What to produce = Scan the records for "index". Report each line that includes it.

Material provided =

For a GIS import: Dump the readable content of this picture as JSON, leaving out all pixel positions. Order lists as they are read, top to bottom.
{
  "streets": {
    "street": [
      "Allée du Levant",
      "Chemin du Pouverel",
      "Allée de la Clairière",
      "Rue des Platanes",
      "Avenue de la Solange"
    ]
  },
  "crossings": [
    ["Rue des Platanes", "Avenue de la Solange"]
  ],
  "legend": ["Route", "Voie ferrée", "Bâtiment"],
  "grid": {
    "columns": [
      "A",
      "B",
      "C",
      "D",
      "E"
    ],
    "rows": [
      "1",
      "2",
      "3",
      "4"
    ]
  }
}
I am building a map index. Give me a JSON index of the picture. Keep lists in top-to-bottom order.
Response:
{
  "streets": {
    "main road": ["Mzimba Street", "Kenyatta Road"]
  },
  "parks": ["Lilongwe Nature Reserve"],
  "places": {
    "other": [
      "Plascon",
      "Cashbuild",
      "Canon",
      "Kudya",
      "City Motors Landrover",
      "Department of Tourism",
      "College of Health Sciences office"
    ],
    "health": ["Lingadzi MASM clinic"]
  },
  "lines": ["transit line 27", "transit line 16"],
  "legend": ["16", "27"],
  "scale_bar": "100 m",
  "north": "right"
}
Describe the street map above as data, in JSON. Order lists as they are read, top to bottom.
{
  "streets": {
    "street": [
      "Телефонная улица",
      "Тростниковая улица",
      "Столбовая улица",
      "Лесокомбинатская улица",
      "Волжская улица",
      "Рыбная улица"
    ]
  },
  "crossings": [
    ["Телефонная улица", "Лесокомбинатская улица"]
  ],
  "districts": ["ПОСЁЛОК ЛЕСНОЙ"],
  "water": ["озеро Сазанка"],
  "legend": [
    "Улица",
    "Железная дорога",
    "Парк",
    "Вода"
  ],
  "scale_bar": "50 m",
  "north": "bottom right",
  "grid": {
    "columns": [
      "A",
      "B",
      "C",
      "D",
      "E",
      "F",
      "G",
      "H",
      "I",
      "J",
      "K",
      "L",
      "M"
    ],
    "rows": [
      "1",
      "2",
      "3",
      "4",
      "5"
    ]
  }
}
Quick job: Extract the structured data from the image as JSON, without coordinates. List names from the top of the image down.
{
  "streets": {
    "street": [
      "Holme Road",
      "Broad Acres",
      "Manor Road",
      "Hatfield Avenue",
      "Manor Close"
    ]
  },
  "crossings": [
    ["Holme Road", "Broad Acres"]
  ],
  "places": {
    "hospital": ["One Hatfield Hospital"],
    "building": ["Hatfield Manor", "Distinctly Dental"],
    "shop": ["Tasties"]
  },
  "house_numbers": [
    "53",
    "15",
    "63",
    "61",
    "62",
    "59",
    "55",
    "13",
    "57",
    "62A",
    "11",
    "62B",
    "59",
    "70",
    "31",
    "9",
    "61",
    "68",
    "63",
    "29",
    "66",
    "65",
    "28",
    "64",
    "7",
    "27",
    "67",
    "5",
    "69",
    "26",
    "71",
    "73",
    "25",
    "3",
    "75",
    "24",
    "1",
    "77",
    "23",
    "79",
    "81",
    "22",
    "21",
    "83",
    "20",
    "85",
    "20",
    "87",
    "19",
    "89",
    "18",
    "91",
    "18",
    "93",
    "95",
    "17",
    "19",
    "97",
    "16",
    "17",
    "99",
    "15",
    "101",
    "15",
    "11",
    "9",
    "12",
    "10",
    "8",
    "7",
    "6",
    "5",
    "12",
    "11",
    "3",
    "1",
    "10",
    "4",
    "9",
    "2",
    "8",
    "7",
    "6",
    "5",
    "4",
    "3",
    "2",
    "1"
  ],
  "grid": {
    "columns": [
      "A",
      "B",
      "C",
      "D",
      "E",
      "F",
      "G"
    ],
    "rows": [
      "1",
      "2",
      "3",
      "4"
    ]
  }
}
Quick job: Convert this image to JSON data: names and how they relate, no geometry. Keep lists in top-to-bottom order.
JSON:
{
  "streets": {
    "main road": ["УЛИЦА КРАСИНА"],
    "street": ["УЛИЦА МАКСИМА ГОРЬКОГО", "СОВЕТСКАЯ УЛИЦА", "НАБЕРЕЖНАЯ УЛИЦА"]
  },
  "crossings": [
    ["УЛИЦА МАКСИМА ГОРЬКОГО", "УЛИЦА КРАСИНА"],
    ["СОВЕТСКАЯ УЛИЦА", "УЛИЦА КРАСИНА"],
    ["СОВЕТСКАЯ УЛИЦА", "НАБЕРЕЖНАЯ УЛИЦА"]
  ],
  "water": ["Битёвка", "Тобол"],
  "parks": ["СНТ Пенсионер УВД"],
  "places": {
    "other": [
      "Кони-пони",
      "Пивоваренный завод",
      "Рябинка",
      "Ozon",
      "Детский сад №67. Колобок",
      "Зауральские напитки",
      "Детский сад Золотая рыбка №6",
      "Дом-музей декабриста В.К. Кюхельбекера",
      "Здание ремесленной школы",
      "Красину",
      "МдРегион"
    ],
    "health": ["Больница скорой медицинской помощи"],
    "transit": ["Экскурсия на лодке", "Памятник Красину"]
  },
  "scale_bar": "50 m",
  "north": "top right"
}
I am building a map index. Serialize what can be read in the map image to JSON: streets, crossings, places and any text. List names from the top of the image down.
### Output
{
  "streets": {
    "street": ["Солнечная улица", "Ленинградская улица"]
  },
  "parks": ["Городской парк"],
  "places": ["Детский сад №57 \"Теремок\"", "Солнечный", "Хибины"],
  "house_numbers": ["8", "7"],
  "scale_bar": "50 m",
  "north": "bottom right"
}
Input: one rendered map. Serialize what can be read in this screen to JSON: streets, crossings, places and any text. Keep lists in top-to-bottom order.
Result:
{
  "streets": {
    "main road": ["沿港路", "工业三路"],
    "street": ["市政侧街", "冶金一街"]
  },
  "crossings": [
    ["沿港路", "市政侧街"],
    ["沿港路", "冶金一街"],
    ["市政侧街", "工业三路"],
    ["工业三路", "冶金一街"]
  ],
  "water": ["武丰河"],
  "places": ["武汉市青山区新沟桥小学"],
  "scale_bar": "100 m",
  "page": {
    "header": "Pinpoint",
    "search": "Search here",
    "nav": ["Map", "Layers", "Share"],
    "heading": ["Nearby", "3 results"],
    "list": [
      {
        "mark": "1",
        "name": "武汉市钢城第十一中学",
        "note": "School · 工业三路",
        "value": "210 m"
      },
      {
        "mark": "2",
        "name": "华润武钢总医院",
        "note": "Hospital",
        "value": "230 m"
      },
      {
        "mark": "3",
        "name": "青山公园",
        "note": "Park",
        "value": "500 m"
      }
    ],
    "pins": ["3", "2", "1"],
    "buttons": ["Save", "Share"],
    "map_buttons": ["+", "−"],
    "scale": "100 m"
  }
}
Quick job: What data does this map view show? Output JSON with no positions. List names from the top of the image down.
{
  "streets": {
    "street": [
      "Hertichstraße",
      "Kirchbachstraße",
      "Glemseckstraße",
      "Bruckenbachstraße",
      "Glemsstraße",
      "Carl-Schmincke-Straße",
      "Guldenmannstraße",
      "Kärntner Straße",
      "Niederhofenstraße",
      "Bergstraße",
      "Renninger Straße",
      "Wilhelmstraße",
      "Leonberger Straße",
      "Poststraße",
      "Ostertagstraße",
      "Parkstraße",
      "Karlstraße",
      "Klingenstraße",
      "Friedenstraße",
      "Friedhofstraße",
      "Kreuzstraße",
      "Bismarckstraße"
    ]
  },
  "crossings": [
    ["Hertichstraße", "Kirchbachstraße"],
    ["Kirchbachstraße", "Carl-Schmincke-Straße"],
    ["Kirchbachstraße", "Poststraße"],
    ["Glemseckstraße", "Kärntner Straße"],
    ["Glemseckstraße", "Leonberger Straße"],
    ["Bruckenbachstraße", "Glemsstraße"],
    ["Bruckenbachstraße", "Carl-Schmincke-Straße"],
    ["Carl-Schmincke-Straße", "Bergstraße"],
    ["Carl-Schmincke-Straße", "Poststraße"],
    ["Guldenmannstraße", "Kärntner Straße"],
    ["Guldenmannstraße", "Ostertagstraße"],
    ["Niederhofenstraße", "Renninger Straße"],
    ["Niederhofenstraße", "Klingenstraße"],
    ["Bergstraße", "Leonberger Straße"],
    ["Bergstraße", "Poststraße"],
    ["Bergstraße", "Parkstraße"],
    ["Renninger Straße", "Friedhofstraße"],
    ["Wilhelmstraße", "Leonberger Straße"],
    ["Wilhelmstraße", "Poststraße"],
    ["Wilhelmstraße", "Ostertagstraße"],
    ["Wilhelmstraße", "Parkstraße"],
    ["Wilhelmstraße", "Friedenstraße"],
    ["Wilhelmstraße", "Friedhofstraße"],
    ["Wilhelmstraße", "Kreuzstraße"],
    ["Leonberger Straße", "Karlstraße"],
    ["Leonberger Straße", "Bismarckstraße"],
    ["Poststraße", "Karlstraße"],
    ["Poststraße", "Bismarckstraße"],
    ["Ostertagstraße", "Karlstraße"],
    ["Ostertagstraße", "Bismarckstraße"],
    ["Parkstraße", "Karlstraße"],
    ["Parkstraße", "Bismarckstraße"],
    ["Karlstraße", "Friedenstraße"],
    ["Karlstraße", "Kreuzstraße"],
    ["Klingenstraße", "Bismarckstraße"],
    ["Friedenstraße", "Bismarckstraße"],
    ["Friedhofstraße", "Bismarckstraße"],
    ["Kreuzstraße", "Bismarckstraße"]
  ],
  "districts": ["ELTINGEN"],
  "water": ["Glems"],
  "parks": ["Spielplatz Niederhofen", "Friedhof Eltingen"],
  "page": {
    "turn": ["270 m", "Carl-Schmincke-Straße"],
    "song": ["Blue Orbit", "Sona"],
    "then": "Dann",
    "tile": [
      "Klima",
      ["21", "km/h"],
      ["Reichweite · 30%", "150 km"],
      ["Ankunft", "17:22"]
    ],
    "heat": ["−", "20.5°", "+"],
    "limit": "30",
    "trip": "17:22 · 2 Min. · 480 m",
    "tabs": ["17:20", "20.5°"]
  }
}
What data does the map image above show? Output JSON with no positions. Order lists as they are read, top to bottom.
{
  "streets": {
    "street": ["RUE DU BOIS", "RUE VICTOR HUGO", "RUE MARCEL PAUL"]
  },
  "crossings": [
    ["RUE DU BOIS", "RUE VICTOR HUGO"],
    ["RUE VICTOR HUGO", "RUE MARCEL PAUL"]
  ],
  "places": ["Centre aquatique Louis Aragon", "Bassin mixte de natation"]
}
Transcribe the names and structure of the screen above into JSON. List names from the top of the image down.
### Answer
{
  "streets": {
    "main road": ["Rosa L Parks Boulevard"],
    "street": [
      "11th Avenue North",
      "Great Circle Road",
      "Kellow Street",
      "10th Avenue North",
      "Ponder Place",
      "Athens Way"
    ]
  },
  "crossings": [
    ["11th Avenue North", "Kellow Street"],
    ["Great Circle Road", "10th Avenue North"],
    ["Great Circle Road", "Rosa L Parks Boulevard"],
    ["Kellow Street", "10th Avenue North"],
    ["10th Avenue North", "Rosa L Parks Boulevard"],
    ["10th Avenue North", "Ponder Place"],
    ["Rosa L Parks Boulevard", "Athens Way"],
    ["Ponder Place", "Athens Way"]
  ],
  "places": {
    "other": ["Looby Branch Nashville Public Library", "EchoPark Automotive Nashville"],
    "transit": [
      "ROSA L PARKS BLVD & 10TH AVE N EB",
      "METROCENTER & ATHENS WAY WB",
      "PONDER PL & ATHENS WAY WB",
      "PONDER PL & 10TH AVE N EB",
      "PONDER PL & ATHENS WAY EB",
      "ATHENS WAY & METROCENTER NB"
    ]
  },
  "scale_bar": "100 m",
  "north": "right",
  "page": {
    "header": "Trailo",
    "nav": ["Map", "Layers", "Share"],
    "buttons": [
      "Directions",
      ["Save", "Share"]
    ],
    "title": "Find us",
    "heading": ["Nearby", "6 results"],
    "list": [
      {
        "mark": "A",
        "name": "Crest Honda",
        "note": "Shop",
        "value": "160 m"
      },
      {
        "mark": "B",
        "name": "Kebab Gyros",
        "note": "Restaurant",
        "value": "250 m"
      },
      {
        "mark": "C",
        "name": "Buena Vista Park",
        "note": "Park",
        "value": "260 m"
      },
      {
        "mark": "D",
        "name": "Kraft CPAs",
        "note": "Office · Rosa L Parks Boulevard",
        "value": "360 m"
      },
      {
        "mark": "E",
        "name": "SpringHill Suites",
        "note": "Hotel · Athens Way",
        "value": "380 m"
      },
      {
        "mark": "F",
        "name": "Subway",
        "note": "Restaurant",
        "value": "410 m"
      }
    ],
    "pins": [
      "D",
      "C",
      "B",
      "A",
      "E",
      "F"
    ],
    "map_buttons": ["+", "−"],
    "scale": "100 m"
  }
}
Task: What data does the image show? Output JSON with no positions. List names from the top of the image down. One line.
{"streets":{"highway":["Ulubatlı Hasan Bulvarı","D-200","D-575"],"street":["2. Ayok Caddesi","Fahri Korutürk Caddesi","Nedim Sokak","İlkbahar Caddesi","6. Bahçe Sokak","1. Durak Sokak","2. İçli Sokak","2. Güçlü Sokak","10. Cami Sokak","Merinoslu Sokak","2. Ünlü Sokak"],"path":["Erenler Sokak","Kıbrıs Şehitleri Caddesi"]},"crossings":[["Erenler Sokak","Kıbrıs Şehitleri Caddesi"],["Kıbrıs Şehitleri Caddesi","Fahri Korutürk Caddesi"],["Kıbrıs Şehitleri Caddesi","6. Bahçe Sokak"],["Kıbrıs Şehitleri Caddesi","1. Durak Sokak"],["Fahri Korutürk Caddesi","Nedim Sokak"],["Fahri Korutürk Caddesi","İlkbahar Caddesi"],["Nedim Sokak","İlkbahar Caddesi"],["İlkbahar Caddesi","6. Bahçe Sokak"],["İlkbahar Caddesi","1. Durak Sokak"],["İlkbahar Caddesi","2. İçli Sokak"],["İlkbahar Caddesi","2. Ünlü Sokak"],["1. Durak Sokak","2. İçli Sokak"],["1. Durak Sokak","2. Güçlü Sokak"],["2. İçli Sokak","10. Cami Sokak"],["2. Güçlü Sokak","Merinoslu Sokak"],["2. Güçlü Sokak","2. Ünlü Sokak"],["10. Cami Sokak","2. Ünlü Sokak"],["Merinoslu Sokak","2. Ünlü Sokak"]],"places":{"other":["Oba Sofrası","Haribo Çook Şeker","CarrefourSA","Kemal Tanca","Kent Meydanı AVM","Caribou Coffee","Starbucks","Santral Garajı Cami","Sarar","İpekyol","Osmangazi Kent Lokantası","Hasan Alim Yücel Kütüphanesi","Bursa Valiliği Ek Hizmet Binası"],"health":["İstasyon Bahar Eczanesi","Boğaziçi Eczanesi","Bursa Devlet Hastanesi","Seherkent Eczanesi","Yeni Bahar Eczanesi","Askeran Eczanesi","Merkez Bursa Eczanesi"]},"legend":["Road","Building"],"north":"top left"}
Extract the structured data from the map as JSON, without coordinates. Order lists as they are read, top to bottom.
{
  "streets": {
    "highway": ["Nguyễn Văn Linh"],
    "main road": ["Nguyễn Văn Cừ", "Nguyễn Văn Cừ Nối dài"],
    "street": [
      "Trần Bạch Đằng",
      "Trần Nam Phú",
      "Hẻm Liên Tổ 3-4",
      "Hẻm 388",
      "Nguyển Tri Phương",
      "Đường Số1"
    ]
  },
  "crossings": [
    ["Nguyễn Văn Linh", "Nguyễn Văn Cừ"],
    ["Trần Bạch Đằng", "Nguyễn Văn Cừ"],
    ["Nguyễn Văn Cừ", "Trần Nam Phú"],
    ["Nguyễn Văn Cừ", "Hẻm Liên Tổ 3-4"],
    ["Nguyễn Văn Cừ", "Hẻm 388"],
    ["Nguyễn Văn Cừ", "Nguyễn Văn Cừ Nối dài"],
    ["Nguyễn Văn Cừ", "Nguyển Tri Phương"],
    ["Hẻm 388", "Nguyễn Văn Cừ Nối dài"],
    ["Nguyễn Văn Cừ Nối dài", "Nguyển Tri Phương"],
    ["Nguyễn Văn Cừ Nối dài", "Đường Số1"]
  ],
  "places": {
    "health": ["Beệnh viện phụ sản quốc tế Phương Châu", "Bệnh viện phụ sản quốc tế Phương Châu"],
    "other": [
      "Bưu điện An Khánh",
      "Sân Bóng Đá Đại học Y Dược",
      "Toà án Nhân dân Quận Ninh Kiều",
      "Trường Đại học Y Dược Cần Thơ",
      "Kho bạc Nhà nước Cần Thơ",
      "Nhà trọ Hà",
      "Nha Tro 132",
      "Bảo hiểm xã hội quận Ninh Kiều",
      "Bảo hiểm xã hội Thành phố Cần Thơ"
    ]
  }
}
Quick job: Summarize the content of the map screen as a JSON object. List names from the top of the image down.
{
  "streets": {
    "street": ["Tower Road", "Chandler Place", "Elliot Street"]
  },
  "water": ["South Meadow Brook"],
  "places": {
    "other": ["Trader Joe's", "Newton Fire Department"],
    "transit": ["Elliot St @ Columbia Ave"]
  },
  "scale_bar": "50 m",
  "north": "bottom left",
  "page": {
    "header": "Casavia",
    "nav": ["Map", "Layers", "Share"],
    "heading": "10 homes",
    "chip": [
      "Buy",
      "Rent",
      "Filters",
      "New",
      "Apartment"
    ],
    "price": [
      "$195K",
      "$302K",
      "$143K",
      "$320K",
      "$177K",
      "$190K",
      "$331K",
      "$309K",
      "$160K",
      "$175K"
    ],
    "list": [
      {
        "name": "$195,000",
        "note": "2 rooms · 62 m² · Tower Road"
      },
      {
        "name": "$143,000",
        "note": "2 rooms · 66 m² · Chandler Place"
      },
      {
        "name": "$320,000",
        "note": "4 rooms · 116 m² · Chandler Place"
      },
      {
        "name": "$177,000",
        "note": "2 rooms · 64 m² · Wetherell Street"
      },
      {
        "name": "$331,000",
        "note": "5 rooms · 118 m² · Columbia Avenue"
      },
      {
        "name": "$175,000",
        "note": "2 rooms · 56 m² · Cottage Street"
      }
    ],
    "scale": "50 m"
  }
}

Written answer =
I am building a map index. Give me a JSON index of the picture. Keep lists in top-to-bottom order.
I am building a map index. Serialize what can be read in the map image to JSON: streets, crossings, places and any text. List names from the top of the image down.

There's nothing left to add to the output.